# INSTRUCTIONS TO FOLLOW:
From the data below, return all lines holding the string "Hill".

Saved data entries
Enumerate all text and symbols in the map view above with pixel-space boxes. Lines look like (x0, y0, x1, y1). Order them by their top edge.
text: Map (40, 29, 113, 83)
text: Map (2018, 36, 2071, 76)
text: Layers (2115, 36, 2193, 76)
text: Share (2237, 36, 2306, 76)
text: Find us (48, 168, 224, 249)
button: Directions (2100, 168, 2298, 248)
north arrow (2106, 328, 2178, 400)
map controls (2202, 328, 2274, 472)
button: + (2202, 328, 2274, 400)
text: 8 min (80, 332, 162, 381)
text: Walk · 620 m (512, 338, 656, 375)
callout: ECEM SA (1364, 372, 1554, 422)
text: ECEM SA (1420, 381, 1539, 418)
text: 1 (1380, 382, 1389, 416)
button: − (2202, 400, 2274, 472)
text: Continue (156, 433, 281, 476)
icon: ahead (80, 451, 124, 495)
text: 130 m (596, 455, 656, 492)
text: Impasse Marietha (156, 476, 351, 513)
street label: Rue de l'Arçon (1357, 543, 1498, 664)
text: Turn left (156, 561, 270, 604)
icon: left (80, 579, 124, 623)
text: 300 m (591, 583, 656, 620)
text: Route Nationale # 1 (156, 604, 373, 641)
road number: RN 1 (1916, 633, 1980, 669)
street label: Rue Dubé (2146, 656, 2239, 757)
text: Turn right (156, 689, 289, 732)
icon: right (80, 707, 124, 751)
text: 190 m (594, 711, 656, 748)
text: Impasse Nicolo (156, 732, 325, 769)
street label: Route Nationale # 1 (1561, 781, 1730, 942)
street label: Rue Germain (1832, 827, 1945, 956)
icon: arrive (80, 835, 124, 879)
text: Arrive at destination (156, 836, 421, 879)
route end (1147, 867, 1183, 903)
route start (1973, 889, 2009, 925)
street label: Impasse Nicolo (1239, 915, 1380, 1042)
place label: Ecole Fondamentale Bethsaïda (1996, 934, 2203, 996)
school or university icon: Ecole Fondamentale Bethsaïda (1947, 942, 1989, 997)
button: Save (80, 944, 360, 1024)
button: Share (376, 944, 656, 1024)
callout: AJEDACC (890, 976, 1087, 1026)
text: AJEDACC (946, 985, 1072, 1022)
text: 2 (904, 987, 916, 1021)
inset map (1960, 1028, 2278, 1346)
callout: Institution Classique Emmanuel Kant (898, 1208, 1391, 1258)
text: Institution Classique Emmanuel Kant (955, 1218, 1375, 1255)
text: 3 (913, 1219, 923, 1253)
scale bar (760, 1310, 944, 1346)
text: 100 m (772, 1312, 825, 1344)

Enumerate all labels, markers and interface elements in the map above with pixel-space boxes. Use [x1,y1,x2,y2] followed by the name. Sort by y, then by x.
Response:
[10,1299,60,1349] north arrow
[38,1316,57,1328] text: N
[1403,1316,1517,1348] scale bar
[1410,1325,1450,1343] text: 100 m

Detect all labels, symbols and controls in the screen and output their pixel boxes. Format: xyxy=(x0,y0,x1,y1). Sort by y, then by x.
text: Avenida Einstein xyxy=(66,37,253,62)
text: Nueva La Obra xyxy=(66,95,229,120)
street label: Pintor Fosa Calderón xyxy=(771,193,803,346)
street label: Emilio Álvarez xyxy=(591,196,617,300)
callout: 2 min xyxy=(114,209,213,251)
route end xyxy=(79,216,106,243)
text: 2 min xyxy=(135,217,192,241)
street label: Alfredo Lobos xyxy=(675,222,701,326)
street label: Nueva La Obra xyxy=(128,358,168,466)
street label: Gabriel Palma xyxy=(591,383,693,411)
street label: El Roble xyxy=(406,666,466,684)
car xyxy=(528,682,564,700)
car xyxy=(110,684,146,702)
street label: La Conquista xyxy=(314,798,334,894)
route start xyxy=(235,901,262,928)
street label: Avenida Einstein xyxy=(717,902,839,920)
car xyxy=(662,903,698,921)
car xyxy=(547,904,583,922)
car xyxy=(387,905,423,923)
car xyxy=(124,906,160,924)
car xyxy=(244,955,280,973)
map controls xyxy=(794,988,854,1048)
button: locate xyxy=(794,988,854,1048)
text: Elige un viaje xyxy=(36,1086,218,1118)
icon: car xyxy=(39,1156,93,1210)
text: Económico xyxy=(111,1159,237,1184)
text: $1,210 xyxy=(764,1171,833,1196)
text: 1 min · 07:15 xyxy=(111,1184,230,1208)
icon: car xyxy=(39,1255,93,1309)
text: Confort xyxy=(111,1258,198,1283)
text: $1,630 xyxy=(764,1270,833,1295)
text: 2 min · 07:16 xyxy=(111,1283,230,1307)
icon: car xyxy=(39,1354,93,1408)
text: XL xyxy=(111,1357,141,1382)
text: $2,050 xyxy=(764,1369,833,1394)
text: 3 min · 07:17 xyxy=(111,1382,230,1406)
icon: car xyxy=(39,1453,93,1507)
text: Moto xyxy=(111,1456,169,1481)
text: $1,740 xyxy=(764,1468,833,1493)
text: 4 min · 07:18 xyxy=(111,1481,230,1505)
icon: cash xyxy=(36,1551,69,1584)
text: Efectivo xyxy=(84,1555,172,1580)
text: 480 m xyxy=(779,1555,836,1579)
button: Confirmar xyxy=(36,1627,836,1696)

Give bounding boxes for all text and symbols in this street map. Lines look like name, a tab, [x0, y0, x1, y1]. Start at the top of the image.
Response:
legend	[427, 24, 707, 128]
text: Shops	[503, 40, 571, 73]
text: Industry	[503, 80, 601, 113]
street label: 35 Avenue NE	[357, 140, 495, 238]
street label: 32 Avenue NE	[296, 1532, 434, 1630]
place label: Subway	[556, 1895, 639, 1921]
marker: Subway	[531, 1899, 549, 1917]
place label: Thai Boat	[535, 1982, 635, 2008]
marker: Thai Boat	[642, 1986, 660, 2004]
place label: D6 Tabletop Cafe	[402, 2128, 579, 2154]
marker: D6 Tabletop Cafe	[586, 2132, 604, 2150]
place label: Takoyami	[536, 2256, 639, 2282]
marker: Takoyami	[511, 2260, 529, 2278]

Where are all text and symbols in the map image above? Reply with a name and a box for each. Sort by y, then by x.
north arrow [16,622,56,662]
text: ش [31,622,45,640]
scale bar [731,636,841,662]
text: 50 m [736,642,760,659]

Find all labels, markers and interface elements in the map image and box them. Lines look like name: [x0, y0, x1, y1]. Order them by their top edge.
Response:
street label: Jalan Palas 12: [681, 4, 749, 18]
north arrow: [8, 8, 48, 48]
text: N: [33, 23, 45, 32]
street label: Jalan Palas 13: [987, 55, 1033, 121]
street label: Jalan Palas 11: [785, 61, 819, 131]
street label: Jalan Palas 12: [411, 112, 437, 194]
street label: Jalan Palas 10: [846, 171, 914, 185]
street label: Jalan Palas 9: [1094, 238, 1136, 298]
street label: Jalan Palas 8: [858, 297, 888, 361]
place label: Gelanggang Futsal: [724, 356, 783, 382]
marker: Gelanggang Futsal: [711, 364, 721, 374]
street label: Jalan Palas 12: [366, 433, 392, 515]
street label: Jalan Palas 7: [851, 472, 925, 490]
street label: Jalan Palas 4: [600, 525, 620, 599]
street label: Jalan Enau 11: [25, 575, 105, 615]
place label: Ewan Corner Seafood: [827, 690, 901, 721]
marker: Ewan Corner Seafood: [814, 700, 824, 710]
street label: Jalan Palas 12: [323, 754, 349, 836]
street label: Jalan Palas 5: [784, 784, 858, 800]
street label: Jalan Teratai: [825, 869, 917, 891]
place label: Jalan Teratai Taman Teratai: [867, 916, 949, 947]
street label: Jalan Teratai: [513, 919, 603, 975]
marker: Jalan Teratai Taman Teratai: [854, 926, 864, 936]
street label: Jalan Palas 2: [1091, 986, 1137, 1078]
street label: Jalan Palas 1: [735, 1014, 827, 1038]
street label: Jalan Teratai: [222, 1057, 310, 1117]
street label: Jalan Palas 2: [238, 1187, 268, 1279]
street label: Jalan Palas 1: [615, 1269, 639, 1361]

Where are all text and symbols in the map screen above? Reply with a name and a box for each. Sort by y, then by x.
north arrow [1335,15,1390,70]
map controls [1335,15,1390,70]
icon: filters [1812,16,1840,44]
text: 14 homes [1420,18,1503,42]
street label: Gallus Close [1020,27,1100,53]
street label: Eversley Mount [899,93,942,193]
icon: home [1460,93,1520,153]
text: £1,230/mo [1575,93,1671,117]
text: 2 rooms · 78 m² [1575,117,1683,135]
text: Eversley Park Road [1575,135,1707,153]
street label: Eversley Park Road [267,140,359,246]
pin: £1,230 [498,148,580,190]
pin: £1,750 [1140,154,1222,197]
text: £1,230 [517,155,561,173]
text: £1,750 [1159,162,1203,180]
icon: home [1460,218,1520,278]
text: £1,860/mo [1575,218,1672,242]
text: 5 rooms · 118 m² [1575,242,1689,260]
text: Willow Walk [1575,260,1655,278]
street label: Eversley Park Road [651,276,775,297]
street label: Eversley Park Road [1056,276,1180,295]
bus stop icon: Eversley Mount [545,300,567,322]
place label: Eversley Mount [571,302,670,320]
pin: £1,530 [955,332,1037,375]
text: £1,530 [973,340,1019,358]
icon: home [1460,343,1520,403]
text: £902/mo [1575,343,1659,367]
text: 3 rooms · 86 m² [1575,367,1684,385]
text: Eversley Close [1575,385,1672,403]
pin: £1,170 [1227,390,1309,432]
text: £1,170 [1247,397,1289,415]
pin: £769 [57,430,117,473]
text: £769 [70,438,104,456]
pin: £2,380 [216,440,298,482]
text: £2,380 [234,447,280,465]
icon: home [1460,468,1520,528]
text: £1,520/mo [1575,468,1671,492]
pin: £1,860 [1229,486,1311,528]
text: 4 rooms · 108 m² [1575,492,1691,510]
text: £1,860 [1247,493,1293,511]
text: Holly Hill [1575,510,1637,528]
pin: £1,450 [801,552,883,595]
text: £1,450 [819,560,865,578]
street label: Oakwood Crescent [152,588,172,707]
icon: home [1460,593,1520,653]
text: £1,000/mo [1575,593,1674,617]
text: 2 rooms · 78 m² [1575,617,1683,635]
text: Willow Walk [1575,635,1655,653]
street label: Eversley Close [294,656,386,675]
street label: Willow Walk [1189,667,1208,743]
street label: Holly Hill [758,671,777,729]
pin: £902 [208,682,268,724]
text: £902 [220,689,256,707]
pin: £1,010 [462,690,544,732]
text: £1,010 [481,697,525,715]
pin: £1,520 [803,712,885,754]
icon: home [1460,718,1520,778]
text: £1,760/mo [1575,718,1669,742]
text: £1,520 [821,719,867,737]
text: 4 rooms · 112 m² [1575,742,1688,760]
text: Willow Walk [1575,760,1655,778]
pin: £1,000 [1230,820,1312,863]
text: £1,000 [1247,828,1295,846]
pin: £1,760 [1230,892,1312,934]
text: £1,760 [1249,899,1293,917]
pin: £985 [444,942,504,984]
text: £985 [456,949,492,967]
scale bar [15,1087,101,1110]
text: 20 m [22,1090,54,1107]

# REPLY TO THE TASK:
text: Holly Hill [1575,510,1637,528]
street label: Holly Hill [758,671,777,729]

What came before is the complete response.